In efforts to evaluate the crucial weekly time points interacting with weather variables (mean maximum and minimum temperate and precipitation) across 14 years, 5 test locations, and 5 MG tests, a regression model selection was undertaken. For soybean, there was a location × week 8 precipitation interaction (Table 2 and Figure 3A), as well as a total precipitation week 14 and mean maximum temperature week 10 interaction (Figure 3B,C), thereby suggesting that the locations indeed interacted with variables across soybean MGs in the expression of Vg. All three time frames corresponded to critical soybean reproductive growth stages. During week 8, soybean plants would be at approximately R2-R3 growth stage (de-pending on cultivar and MG) in which there would be rapid flower growth and devel-opment, and pollination occurring and early pod growth (Table 3 [13]). Week 10 corresponds to approximately R4-R5, with rapid pod growth and seed beginning to fill [14]. Week 14 corresponds roughly to R5-R6 with rapid seed filling and nutrients, and N being remobilized from plant parts to seed (Table 3; Ashworth et al. [8]). Moisture and temperature stresses during these critical reproductive stages can result in high flower and pod abortion. A similar response for week 8 precipitation occurred at AMES, ETREC, and RECM-NIR, whereas HREC and RECM-IR had little response to additional precipitation over the 14-year study period. AMES and RECM-NIR had the greatest Vg response to total precipitation during week 14 for soybean (across tests), with other locations not responding greatly (Figure 3B). The greater mean maximum temperatures for soybean during week 10 adversely affected the expression of Vg (Figure 3C). Regardless of genetics (MG and conventional vs. glyphosate resistance cultivars), the same trends occurred for the mean maximum temperature during week 10 (Figure 3C). In addition, total precipitation values at week 10 were negatively correlated with Vg for RECM-NIR and RECM-IR across tests (Figure 3C).
With each additional cm of precipitation, the soybean Vg of yield increased by 4.72 (Mg ha−1)2 during week 8 at AMES and 9.26 (Mg ha−1)2 at RECM-NIR, both of which differed from HRREC and showed no response to precipitation (Table 4). Across all MG tests, ETREC and RECM-IR had no response (p > 0.05) for the week 8 rainfall. Precipitation at week 14 for AMES had the greatest Vg response to rainfall (10.61 Mg ha−1)2, which was not different than ETREC, but was greater than all other locations. Soybean Vg responded negatively to the week 10 maximum temperature, with ETREC and RECM-NIR being most impacted by maximum temperatures, with all other test locations not differing (Table 4).
The regression model selection for maize revealed that differences existed for MG tests and locations, as well as for precipitation during week 3 and 6 using the MG test (Table 5). Overall, precipitation was the driving variable for maize, indicating that maize is more sensitive to rain events during the growing season relative to soybean. In contrast with soybean, interactions with MG test were important explanations of Vg and there were neither interactions with maximum or minimum temperatures nor location during the growing season.
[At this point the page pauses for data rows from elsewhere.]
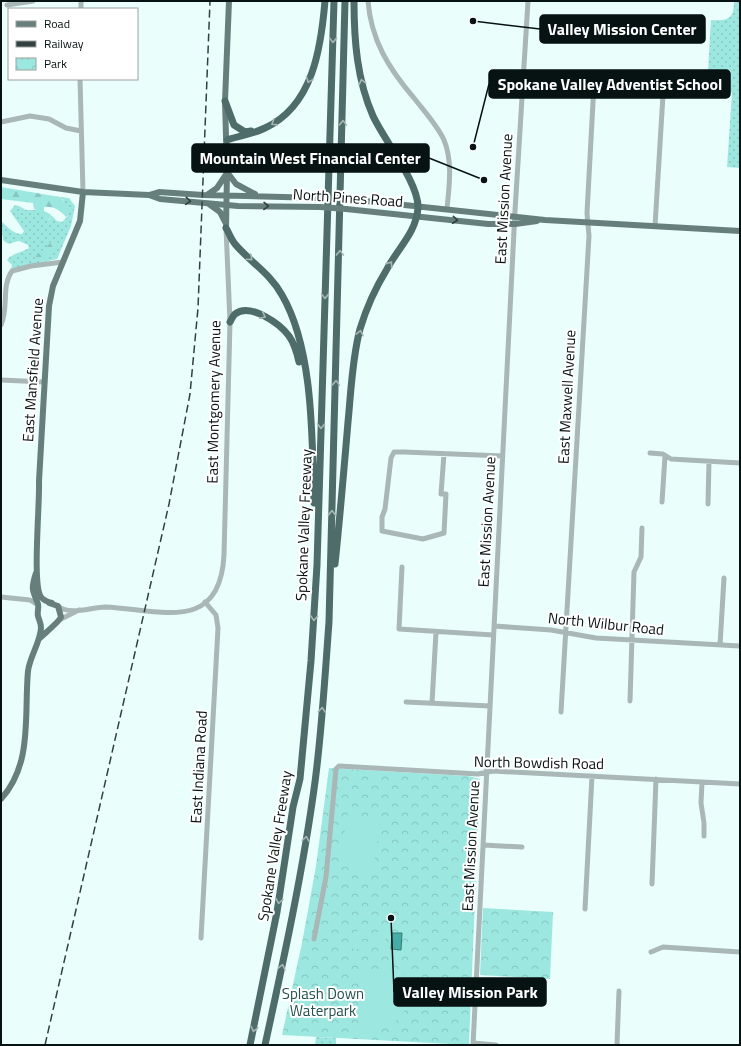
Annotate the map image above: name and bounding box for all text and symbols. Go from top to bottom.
legend [8,8,138,80]
text: Road [44,14,70,33]
callout: Valley Mission Center [540,15,705,43]
text: Valley Mission Center [547,17,697,41]
text: Railway [44,34,84,53]
one-way arrow [329,37,337,43]
text: Park [44,54,67,73]
callout: Spokane Valley Adventist School [489,70,730,98]
text: Spokane Valley Adventist School [498,72,722,96]
one-way arrow [306,77,314,84]
one-way arrow [358,79,367,86]
one-way arrow [271,118,278,125]
one-way arrow [339,120,348,126]
street label: East Mission Avenue [489,133,518,265]
callout: Mountain West Financial Center [192,144,429,172]
text: Mountain West Financial Center [199,146,421,170]
street label: North Pines Road [292,182,404,213]
one-way arrow [185,197,191,206]
one-way arrow [263,202,269,210]
one-way arrow [452,215,458,224]
one-way arrow [335,250,344,256]
one-way arrow [245,253,253,260]
one-way arrow [385,261,392,268]
one-way arrow [321,293,329,299]
street label: East Mansfield Avenue [16,297,49,443]
one-way arrow [259,311,266,319]
street label: East Montgomery Avenue [201,320,226,484]
one-way arrow [355,329,363,336]
street label: East Maxwell Avenue [552,329,582,465]
one-way arrow [332,380,340,386]
one-way arrow [317,423,325,429]
street label: Spokane Valley Freeway [289,449,318,601]
street label: East Mission Avenue [472,456,501,588]
one-way arrow [328,510,337,516]
street label: North Wilbur Road [547,606,665,641]
one-way arrow [309,615,318,621]
one-way arrow [318,707,327,713]
street label: East Indiana Road [184,710,213,824]
street label: North Bowdish Road [474,750,604,775]
street label: Spokane Valley Freeway [251,769,298,923]
street label: East Mission Avenue [456,780,485,912]
one-way arrow [301,836,310,842]
one-way arrow [275,898,284,904]
one-way arrow [278,964,286,970]
callout: Valley Mission Park [394,978,546,1006]
text: Valley Mission Park [402,980,538,1004]
park label: Splash Down Waterpark [282,982,364,1022]
one-way arrow [250,1025,258,1032]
The final regression model using weekly weather variables to predict maize genetic variance explained 34.1% of the variation in Vg. However, MG test and location alone accounted for 23.2% of variance in the model to predict maize genetic variance, with MG test accounting for 1.5 times more variation than location.
Precipitation during week 3 interacted the same as precipitation during week 6 with the MG test for maize Vg expression (Table 5; Figure 4A,B). For breeding and variety test programs, as well as production systems, ensuring adequate water during weeks 3 and 6 is critical, regardless of MG test and location. Maize growth and development stages during week 3 corresponded to approximately V2–V3 (depending on cultivar and MG), when plants still rely on seed energy reserves for growth but are transitioning to dependency on photosynthesis and nodal root growth (Table 3) [15]. By week 6, plants are at approximately V6–V8, when there is rapid leaf growth and stem elongation, as well as early tassel and ear shoot development.
When evaluating the Vg of yield for maize, only precipitation during weeks 3 and 6 and MG tests increased Vg (Table 6). Across week 3, the early MG test had a positive response [11.38 (Mg ha−1)2] for each cm of precipitation, which differed from the medium and late, which had no response (Table 6). Conversely, during week 6, the late MG test had a positive response [23.76 (Mg ha−1)2], which differed from the early MG test, but not the medium MG test, neither of which had a significant slope. This illustrates that during early maize growth stages, precipitation is crucial for later Vg expression among cultivars with respect to later growth stages in yield [15].

4. Conclusions

Overall, PLS excelled at bringing together combinations of weather variables (weekly maximum and minimum temperatures and precipitation) per week to develop models with high R2 values (41–59%) relative to the regression analysis (R2 = 34–44%). Further, PLS is ideal for establishing the relative importance of parameters when a multitude of parameters are included in a model; however, regression identifies which variables are most impactful on the expression of Vg and how. These results highlight the complementary use of PLS and regression analysis for identifying how the daily minimum and maximum temperatures and precipitation throughout the growing season, individually and collectively, influence Vg for yield across five locations over 14 years for maize and soybean MG tests.
For soybean, regression analysis revealed that precipitation later in the growing season (especially weeks 8 and 14; early flowering R2, and pod and seed growth, respectively) and maximum temperature (week 10; rapid pod and seed growth) were most influential on the expression of Vg. Conversely, for maize, precipitation early in the growing season (weeks 3 and 6; plants switch from seed energy to photosynthesis, and rapid vegetative growth and stem elongation, respectively) and maximum and minimum temperatures had the most influence on Vg expression. Therefore, precipitation (or supplemental in the form of irrigation), namely during the rapid vegetative development to early reproductive phase, was key for the Vg of yield in maize. As expected, increased precipitation improved genetic variance in both maize and soybean (i.e., increased Vg); however, a greater maximum temperature decreased the Vg in soybean across MG tests.
In both maize and soybean, differences in genetic variance occurred among MG tests and locations. However, for soybean, there were interactions between locations and weather variables, whereas for maize, interactions were found between MG tests and weather variables. These results have important implications for breeding and cultivar evaluation programs, which need a maximum expression of genetic differences in soybean and maize cultivars under a changing climate.

Author Contributions

Conceptualization, F.L.A.; methodology, A.M.S.; software, A.M.S.; validation, A.M.S.; formal analysis, A.M.S.; investigation, F.L.A., A.J.A. and A.M.S.; data curation, F.L.A.; writing—original draft preparation, A.J.A.; writing—review and editing, F.L.A., A.J.A. and A.M.S.; visualization, A.M.S. All authors have read and agreed to the published version of the manuscript.

Funding

This research received no external funding.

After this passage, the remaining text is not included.